Esse modelo já estava em crise desde o fim do século 19, quando a cotação do café no mercado internacional começou a cair, devido ao excesso de oferta decorrente da emergência de outros países produtores. O preço do produto vinha sendo sustentado desde 1906 pelo Convênio de Taubaté, artifício engendrado pelas oligarquias cafeeiras de São Paulo, Minas Gerais e Rio de Janeiro, por meio do qual os governos dos três estados produtores adquiriam os excessos de estoque – ao final da década de 1920, o Brasil produzia 21 milhões de sacas anuais para um consumo mundial de 22 milhões. Como resultado, em outubro de 1929 os fazendeiros ainda estavam exportando a safra de 1927, enquanto a safra de 1928 estava toda retida nos armazéns de valorização do café gerenciados pelo Instituto do Café, criado em São Paulo em 1924. Quando o custo da estocagem se tornou insuportável, a solução foi a queima pura e simples do excedente.

Ocorre que toda essa engenharia financeira era baseada em empréstimos externos avalizados pelo governo federal, não por acaso controlado durante toda a República Velha (1889-1930) pelos cafeicultores. Dessa forma, a crise mundial chega ao país não apenas fazendo desabar as encomendas, em razão da recessão que atingia escala planetária, mas também fechando a torneira do crédito: um empréstimo de US$ 50 milhões solicitado pelo governo federal brasileiro para permitir que o Instituto do Café ajudasse os fazendeiros é negado por Wall Street. O crédito sumira, mais ou menos como ocorre na atual crise.

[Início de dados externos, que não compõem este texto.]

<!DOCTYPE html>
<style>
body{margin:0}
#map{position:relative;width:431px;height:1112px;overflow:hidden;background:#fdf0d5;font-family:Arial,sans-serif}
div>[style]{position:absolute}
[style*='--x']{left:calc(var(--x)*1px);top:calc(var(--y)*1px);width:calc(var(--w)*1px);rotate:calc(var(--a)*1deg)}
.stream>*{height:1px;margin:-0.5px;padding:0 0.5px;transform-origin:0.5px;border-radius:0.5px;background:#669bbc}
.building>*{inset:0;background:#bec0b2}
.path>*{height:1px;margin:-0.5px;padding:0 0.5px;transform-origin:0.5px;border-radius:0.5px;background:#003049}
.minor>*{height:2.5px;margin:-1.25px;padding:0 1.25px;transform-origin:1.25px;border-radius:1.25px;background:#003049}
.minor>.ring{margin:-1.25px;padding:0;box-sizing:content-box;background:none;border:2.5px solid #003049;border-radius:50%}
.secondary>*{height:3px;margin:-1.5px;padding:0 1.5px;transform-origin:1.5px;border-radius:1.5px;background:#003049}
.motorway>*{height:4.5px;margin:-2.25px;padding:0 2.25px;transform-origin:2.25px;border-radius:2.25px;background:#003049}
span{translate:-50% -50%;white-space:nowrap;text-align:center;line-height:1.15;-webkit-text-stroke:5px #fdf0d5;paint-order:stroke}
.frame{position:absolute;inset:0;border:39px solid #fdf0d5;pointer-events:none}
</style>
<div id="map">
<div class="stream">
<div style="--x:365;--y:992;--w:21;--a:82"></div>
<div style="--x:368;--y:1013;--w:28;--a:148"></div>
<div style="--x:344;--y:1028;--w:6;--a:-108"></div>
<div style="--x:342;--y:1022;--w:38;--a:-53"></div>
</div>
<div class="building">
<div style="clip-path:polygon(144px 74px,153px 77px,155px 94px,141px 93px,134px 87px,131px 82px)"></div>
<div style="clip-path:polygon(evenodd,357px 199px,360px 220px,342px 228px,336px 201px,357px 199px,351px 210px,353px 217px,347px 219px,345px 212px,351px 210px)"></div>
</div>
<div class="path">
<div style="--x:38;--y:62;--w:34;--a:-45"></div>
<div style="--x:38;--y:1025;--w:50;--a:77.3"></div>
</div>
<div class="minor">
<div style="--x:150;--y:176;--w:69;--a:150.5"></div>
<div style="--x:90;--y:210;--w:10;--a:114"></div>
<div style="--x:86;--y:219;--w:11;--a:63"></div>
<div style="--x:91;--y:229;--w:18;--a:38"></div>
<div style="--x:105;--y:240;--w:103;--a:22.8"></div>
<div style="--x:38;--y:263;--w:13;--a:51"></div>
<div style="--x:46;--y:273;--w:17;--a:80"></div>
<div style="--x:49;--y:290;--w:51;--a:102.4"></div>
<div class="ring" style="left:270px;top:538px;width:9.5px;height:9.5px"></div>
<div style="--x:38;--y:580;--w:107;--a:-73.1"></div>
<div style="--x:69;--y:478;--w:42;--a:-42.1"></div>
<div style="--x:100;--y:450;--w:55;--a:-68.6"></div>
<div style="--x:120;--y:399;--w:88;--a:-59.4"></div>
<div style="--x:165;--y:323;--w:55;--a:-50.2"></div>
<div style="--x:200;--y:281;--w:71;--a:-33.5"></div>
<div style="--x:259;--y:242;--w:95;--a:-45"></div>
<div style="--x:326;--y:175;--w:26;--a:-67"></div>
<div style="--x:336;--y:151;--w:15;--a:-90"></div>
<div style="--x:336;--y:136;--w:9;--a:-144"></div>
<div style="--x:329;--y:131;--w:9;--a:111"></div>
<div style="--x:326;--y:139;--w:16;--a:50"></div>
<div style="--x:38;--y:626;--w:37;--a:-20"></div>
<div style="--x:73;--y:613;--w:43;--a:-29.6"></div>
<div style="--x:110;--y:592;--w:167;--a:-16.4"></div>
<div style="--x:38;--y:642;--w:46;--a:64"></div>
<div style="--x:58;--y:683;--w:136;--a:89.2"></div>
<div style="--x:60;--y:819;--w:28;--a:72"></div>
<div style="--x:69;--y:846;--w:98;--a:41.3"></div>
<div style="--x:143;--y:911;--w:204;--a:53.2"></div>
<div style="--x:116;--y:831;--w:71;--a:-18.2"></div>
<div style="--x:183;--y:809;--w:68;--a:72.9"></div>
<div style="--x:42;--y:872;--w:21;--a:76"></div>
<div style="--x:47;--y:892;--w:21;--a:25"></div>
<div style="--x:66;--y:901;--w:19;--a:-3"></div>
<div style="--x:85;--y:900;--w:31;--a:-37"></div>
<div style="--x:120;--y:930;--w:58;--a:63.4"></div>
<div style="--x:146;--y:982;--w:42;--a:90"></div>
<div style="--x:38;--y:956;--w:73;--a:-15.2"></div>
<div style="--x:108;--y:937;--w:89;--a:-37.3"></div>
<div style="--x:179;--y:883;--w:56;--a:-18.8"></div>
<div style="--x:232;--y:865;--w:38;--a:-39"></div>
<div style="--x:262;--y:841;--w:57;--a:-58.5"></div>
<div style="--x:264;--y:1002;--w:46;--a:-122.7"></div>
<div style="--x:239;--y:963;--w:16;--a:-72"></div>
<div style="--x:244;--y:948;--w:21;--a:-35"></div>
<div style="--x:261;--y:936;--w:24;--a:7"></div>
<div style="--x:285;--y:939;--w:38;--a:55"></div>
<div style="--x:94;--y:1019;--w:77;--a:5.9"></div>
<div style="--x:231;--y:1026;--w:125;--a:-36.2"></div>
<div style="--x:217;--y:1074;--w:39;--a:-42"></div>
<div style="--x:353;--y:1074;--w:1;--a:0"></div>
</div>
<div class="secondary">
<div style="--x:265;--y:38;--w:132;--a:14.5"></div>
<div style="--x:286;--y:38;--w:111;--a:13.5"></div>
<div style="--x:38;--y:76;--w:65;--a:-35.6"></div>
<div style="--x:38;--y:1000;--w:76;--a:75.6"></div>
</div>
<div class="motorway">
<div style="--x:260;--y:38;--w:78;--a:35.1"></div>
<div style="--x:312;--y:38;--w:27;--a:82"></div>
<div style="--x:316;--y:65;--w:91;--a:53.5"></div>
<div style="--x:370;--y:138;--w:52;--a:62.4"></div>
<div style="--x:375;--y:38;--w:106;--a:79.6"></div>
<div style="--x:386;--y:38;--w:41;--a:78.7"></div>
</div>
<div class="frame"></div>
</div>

A política de valorização do café provocava inflação, prejudicando a população urbana e absorvendo recursos que os outros estados reclamavam para a valorização de seus próprios produtos de exportação, como o charque e os couros do Rio Grande do Sul. Como resultado, pela primeira vez cindem-se as oligarquias que dominavam o Brasil desde os tempos coloniais, resultando, no plano político, na formação da Aliança Liberal, que trazia uma inédita dobradinha entre um gaúcho, Getúlio Vargas, para presidente, e um paraibano, João Pessoa, para vice. Quando esta é derrotada pelas urnas fraudadas que então imperavam, estala a Revolução de 1930, amparada pelas massas urbanas revoltadas pela socialização do prejuízo, tantas vezes praticada ao longo de nossa história.

Com o movimento armado que em apenas 20 dias apeia do poder o paulista Washington Luís – enviado ao exílio na companhia do também paulista Júlio Prestes, o presidente eleito que não chega a assumir –, finda-se uma era: a queda abrupta das exportações e também das importações dos produtos manufaturados que dependiam da receita do café provoca a ruína, a desonra e a desgraça de famílias outrora abastadas; fazendeiros se suicidam, e os jornais trazem cotidianamente notícias de falências, concordatas e tragédias como a do palacete da Rua Piauí, no bairro paulistano de Higienópolis, onde o empresário afogado em dívidas Abelardo Laudel de Moura se arma com uma navalha, degola os filhos pequenos e se mata em seguida.

New Deal caboclo

O Brasil de 1930 era um país agrário-exportador com uma população de 37,6 milhões de habitantes, cinco vezes menor que a atual. A expectativa de vida do brasileiro não passava de 39 anos para homens e 42 para mulheres, quase a metade do que é hoje. A principal matriz de transporte, além da navegação de cabotagem, era a ferroviária. Rodovias, usinas hidrelétricas e siderúrgicas eram poucas ou inexistentes. A indústria incipiente concentrada em São Paulo, com mão-de-obra de imigrantes estrangeiros, restringia-se aos segmentos de bens não-duráveis e semiduráveis.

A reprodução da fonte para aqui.